:: EXERCISE MATERIAL ::
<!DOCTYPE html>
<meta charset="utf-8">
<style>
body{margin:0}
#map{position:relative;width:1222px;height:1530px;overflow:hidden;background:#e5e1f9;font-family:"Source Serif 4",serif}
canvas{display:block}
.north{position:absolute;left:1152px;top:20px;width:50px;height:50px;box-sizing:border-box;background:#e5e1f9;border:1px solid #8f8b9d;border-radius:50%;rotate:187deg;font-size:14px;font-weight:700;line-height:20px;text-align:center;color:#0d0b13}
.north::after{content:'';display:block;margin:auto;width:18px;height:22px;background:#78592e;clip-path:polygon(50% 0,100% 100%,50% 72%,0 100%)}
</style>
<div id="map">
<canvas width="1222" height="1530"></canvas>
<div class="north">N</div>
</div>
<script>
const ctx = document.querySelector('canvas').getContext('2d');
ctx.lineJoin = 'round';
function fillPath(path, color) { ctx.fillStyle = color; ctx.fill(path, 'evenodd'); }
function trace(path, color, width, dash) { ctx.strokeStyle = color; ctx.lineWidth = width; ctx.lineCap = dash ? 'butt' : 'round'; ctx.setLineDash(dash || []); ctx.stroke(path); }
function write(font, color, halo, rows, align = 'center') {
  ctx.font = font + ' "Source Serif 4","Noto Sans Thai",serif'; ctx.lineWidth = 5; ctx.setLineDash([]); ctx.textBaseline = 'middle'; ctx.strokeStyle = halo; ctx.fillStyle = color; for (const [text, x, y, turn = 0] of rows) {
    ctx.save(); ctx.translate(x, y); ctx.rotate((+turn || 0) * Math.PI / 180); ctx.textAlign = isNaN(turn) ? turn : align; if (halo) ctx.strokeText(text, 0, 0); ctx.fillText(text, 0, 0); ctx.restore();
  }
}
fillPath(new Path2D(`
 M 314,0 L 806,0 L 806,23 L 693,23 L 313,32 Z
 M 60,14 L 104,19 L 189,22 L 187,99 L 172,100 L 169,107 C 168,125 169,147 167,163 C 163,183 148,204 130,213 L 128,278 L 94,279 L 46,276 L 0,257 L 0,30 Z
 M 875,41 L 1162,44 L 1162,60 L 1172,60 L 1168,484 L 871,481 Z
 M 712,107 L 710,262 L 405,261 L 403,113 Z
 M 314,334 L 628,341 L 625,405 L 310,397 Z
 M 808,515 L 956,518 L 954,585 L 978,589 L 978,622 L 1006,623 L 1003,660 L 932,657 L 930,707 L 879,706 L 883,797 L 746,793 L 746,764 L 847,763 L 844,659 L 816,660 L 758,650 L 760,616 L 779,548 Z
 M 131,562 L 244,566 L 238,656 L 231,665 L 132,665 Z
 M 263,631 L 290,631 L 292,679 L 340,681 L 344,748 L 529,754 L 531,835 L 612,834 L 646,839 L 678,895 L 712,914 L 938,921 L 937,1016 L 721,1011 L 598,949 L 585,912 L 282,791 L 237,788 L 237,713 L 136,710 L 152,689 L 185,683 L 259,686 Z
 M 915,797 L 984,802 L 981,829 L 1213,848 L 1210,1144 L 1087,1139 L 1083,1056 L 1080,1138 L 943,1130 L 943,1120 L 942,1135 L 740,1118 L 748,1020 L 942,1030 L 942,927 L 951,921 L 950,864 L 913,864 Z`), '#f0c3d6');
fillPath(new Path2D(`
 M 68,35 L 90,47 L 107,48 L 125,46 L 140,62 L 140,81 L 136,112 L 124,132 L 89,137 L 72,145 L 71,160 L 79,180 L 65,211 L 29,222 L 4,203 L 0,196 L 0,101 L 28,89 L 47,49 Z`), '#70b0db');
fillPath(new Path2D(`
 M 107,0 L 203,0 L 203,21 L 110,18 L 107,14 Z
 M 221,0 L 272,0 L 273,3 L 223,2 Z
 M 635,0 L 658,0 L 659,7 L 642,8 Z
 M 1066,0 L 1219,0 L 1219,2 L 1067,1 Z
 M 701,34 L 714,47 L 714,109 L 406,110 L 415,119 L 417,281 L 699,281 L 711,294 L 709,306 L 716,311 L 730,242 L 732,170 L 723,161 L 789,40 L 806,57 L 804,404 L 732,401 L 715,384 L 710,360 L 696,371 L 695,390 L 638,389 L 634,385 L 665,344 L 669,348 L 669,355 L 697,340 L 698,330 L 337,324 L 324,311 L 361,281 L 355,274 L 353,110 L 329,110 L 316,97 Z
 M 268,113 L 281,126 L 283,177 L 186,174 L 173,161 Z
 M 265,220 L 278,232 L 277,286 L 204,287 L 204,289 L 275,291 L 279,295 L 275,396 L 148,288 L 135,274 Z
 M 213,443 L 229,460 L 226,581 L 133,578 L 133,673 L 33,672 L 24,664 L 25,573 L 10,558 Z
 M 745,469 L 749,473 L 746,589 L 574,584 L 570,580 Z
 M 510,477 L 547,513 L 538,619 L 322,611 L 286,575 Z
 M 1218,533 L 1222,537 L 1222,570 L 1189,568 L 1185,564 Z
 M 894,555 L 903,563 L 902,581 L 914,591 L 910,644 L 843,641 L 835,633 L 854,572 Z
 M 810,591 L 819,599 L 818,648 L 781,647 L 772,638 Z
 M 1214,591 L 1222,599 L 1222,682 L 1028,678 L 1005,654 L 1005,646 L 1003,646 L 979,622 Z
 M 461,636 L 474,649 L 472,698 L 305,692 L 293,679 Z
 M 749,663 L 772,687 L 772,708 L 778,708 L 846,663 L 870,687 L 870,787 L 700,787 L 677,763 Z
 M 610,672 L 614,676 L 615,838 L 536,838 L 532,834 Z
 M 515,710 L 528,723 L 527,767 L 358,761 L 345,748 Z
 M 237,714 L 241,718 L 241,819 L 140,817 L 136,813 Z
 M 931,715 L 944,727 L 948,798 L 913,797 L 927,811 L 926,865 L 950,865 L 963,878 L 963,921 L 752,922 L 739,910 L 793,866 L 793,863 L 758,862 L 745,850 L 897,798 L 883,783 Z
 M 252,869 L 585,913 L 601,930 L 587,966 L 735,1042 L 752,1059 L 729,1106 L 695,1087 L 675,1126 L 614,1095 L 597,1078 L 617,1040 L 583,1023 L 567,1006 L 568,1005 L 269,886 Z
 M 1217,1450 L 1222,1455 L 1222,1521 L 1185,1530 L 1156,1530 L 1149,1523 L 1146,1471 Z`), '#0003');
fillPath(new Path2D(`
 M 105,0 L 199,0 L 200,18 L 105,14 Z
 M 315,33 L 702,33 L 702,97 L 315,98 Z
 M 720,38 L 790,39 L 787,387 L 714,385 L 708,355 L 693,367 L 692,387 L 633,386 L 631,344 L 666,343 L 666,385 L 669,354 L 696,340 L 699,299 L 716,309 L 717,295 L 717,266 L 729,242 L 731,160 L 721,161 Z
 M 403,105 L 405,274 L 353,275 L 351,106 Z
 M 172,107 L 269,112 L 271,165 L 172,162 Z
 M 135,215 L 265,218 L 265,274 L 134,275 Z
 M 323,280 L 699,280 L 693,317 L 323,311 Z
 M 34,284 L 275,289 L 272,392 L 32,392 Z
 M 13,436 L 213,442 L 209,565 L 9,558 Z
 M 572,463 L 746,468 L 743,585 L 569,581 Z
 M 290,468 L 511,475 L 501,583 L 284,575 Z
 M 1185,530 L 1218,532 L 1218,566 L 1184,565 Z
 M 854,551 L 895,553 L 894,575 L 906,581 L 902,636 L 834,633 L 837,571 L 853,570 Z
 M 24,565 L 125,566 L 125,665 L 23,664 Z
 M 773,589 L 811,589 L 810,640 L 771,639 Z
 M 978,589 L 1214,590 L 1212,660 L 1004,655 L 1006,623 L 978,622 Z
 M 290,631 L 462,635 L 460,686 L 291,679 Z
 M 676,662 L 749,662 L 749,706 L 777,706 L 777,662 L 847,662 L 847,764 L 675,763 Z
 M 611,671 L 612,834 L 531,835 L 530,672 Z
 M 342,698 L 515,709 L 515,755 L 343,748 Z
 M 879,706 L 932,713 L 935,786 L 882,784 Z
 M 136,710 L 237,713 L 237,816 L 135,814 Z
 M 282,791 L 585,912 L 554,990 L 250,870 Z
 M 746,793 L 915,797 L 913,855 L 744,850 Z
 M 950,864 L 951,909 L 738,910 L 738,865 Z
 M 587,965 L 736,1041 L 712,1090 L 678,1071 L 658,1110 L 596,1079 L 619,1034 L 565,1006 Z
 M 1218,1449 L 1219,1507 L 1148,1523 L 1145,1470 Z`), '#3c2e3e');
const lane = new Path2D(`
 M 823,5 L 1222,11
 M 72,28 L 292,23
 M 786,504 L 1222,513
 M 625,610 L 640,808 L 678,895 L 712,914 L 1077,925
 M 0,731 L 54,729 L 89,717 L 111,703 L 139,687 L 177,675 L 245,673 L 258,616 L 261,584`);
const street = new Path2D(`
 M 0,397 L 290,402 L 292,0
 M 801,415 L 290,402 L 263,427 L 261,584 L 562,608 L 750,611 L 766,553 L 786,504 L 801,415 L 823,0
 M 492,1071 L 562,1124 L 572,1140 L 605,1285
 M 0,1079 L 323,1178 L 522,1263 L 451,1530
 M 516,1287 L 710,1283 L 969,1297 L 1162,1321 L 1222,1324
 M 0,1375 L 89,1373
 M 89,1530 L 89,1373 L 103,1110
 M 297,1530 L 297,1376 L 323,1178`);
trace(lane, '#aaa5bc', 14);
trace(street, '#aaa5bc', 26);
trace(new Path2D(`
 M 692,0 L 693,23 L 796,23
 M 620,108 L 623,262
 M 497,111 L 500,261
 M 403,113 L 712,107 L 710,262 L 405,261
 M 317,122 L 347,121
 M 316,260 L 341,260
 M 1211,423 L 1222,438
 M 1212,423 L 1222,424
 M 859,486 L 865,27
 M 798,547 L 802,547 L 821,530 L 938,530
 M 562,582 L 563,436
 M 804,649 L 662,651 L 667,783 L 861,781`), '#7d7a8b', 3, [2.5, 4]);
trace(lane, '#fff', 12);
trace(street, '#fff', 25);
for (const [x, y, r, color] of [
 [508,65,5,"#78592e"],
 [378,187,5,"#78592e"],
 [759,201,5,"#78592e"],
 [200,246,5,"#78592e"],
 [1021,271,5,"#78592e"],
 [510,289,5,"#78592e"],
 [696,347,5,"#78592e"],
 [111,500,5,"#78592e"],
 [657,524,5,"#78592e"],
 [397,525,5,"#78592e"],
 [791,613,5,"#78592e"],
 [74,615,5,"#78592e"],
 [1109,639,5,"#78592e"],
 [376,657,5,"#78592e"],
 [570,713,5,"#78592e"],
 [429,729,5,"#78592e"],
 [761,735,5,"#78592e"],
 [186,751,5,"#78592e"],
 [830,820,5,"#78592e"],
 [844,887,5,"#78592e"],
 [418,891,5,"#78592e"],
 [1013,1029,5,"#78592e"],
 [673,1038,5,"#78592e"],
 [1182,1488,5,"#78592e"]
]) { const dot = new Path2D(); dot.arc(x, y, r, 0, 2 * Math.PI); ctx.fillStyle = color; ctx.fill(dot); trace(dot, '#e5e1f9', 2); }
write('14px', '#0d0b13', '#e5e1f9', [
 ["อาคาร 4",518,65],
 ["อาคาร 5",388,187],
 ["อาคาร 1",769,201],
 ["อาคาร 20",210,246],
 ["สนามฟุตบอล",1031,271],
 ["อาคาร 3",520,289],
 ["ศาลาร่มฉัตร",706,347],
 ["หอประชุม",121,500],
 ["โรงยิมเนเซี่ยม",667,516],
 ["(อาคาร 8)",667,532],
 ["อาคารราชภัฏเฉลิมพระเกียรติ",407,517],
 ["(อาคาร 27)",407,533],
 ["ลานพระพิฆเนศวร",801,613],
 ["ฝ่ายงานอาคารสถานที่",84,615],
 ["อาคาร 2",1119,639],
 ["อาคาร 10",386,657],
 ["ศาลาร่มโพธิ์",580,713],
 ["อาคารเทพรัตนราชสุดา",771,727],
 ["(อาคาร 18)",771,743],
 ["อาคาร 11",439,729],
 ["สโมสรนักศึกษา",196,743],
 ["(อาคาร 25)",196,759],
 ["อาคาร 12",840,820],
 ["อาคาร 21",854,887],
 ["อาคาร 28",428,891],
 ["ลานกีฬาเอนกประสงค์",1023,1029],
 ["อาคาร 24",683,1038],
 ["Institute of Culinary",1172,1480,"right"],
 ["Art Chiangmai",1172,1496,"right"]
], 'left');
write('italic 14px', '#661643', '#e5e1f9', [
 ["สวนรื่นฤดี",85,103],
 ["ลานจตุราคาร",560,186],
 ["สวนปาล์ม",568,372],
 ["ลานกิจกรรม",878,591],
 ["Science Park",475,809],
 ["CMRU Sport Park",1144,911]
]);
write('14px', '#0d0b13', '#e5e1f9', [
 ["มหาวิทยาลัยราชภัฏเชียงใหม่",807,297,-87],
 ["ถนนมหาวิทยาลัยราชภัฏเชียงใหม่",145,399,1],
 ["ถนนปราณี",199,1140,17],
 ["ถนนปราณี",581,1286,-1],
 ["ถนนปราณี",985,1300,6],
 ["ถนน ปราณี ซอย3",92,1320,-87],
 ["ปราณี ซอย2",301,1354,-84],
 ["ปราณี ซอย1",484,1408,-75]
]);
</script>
:::
:: EXERCISE MATERIAL ::
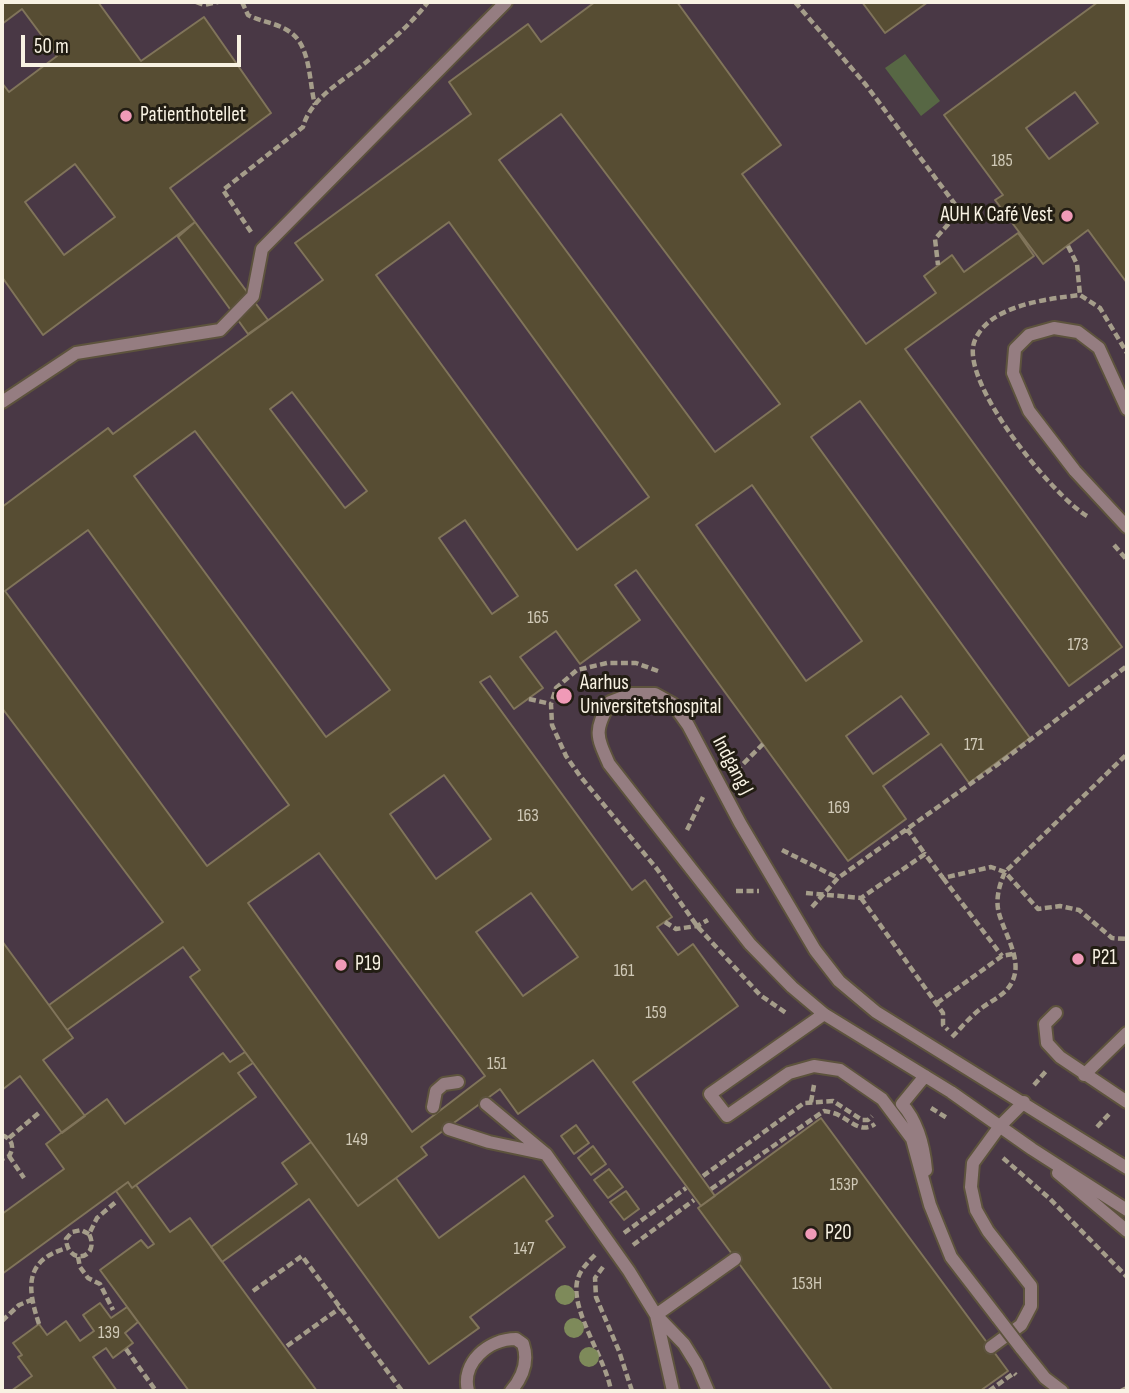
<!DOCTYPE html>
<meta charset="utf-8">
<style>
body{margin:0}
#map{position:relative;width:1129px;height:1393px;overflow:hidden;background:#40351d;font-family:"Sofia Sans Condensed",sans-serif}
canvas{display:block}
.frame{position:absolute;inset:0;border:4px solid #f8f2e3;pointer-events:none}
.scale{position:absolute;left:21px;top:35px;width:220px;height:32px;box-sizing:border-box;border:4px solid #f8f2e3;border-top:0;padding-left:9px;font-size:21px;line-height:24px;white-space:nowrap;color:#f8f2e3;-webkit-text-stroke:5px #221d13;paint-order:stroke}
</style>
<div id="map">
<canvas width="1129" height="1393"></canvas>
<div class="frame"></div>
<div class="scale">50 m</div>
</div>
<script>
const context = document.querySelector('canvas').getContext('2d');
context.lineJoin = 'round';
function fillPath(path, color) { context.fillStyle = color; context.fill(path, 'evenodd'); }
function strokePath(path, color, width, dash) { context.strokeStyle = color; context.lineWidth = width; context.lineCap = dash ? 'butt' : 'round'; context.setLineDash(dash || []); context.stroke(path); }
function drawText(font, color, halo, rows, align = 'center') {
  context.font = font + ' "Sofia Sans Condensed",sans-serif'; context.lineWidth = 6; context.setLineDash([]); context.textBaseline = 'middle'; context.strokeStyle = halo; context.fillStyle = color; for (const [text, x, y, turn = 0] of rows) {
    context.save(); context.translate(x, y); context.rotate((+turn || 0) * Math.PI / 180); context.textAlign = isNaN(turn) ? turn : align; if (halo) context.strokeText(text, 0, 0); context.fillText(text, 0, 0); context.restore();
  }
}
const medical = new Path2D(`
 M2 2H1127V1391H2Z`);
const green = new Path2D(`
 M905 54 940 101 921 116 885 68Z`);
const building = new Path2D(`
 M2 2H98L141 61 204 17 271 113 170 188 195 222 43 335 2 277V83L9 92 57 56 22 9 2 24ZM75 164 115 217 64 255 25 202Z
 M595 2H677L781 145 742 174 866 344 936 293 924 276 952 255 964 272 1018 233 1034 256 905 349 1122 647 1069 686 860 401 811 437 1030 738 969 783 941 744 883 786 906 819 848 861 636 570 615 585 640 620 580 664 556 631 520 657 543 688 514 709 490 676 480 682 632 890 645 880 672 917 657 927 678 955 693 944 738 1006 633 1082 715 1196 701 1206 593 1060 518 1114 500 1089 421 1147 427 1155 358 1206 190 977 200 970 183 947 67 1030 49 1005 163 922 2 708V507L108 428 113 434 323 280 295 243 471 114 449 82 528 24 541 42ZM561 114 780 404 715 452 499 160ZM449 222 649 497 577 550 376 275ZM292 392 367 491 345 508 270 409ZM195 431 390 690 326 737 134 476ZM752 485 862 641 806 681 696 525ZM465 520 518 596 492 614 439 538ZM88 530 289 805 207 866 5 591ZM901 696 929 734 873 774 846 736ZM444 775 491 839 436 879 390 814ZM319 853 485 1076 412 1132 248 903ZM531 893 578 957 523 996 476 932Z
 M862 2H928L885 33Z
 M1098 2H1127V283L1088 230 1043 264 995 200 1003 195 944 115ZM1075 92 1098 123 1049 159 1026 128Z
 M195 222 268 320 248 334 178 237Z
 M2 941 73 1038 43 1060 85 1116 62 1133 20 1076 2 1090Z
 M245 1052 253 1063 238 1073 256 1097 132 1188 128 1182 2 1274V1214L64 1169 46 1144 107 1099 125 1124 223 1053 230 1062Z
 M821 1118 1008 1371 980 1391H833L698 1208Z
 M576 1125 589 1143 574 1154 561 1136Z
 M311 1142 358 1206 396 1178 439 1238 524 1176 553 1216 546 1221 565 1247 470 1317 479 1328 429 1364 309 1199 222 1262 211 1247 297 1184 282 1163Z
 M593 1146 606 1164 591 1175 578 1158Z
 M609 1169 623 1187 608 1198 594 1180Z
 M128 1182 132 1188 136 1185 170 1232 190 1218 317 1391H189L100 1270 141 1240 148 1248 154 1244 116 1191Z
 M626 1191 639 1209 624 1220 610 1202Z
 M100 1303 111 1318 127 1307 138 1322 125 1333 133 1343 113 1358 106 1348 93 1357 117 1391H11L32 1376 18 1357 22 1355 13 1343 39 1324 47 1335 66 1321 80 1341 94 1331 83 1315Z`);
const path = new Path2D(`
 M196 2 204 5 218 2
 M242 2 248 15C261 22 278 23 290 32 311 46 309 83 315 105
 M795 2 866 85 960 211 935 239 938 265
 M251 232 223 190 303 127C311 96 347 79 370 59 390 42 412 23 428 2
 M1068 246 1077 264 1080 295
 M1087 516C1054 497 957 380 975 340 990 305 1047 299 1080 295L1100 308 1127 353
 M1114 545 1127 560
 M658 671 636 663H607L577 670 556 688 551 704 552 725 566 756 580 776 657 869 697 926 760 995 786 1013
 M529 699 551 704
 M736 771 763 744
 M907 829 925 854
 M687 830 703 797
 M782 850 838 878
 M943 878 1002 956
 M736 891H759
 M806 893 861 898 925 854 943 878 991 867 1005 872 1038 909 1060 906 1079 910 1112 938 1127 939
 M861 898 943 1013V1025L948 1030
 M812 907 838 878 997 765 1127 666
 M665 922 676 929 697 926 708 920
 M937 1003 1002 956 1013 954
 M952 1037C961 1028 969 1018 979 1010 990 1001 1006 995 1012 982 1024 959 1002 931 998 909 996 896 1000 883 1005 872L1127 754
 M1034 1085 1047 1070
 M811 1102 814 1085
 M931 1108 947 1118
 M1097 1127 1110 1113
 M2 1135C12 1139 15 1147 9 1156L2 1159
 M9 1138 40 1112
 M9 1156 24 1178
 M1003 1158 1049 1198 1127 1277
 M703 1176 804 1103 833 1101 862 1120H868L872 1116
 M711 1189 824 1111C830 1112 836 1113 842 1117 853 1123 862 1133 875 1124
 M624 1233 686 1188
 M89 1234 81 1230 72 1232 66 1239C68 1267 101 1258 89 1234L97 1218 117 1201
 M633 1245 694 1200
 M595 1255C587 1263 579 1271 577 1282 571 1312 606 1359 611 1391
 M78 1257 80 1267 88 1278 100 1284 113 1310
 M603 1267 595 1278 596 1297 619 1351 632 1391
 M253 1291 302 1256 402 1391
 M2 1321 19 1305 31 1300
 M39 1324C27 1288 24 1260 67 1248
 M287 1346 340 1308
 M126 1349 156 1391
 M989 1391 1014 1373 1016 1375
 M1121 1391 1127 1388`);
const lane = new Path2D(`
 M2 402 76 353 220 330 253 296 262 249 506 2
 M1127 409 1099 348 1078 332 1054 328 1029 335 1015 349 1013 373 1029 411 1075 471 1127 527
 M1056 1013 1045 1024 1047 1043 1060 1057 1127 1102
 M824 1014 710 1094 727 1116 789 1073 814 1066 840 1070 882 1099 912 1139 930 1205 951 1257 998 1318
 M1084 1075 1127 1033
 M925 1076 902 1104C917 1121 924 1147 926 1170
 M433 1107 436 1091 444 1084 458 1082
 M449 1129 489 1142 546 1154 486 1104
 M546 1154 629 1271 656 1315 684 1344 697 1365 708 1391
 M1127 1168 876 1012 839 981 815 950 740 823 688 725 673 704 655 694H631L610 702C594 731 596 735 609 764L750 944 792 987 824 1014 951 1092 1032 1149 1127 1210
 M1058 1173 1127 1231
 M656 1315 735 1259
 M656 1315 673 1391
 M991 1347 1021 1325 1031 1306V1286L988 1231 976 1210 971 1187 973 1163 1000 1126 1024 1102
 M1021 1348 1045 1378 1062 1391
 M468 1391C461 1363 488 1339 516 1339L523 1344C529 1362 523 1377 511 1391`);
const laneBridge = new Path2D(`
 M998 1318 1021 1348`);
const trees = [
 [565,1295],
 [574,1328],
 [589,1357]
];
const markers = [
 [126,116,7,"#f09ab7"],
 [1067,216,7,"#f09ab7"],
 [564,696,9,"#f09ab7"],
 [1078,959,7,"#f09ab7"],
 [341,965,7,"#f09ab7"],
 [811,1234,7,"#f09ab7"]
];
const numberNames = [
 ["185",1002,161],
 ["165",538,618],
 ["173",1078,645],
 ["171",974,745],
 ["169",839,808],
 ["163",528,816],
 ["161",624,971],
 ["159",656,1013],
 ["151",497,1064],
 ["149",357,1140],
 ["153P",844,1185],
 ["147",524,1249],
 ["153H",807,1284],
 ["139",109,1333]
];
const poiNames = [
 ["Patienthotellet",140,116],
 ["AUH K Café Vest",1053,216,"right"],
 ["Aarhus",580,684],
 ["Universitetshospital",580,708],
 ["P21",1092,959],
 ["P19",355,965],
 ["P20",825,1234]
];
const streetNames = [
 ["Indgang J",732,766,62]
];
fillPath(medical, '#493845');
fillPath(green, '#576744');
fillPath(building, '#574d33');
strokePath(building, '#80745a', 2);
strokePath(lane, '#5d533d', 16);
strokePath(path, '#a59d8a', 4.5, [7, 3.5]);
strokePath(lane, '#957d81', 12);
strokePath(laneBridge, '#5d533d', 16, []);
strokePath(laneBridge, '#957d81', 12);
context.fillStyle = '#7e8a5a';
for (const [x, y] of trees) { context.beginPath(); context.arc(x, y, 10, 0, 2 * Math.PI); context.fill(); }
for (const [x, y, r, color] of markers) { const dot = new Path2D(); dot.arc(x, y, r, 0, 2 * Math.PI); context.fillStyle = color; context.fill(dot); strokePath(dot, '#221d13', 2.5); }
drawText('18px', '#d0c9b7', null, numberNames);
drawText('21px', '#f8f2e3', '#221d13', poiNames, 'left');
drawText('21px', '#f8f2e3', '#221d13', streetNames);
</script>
:::
Your answer should consist solely of the lines above from the line with "function strokePath(path, color, width, dash)" to the line with "function drawText(font, color, halo, rows, align", both included, reproduced exactly.

function strokePath(path, color, width, dash) { context.strokeStyle = color; context.lineWidth = width; context.lineCap = dash ? 'butt' : 'round'; context.setLineDash(dash || []); context.stroke(path); }
function drawText(font, color, halo, rows, align = 'center') {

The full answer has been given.